With the rumble of an avalanche, something new in politics shook loose from the snowy crags of New Hampshire, having little to do with the D’s or the R’s. Strong showings by Donald Trump and Bernie Sanders–each won by more than 50,000 votes–represented the utter inundation of the political parties. The outsiders who won owe nothing to nobody; party leaders huddled like demoralized Romans as the Visigoths sacked their city. New battle lines were drawn for primaries in South Carolina and beyond: not left vs. right, not red against blue, but insiders and outsiders. For now, the anti-Establishment is winning on both sides of the ballot.
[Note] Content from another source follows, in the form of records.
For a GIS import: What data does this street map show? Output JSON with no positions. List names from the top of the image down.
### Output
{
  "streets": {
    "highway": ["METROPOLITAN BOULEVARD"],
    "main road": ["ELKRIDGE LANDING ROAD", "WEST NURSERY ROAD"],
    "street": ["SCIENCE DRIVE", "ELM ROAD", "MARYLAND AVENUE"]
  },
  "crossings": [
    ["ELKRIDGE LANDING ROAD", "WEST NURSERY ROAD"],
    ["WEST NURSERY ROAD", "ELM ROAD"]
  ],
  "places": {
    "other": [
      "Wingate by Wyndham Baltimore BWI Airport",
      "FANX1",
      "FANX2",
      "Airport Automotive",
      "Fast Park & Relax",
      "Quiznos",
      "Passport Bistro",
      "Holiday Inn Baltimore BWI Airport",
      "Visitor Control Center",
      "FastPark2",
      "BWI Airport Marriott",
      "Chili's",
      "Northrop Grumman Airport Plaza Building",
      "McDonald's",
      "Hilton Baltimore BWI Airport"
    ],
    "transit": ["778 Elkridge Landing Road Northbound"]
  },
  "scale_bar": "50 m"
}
Sanders, 74, and Trump, 69, entered the campaign last year as Don Quixote and P.T. Barnum, but they tapped a rebellious energy that has transformed them into revolutionaries. So different on the surface, they are echoes of one another too. Both are New Yorkers. Each one has an immigrant parent. (Trump’s mom was from Scotland, Sanders’ dad from Poland.) Each has been overlooked or underestimated in his public life; both are outsiders to presidential politics. Yet both have found large audiences in places where veteran pols would have told them not to bother looking. And both are, for now at least, on top.
Like frogs on the stove, the establishments in both parties failed to notice that things were reaching the boiling point, what with the long and unpopular wars, the global unrest and the brutal recession that seemed to separate the fortunes of the rich from the larger fate of the nation. Even when Trump and Sanders began drawing huge crowds, the professional political class wrote them off as minor temper tantrums on the part of voters who would soon take their seats quietly and resume coloring inside the lines.
That may still be the fervent hope of Hillary Clinton, John Kasich, Jeb Bush and other campaigners as they rally their forces for the next fray. But there is no putting these voters in time-out; they demand to be heard. The question is whether it’s too late for the old-school pols to start listening.
Donald and Bernie have more in common ideologically than either might care to admit. They rail against the elites who have gridlocked the government. In varying rhythms and very different keys, they blame bankers working in collusion with lobbyists, bad trade deals written in secret and a ruling class gone soft in the head on foreign policy, immigration and taxes. Each man’s pitch strikes a distinct conspiratorial note–and though they jab at one another, they do it gently. “We’re being ripped off by everybody,” Trump said. “And I guess that’s the thing that Bernie Sanders and myself have in common.”
But they are different in important ways. Sanders’ revolt recalls a drama staged regularly by the Democrats with a leftist hero in the featured role. Think of Henry Wallace’s rebellion against Roosevelt’s New Deal in the 1940s, and George McGovern’s insurgency in the 1970s. Sanders is producing his revival in modern dress, and the underlying theme works best in Iowa and New Hampshire. No one has yet managed to take the show national.
Trump, on the other hand, appears to be a new, new thing, a collision of the cult of personality with the age of Twitter. No one has any idea how this story ends. Could he ever reconcile with opponents he has belittled so mercilessly? Not anytime soon: Trump’s opera is composed in death metal, and the next show will play in South Carolina, where politics is a blood sport even in quiet years.
Whatever you call this divide–insiders and outsiders, haves and have-nots–it makes for messy endings. Excitement drove turnout in Iowa, and voters in New Hampshire jammed winding roads with endless lines of unmoving brake lights. Will it leave America, nine months hence, with a shaken government and a redrawn political map?
That is the question set loose by the outcome in the Granite State.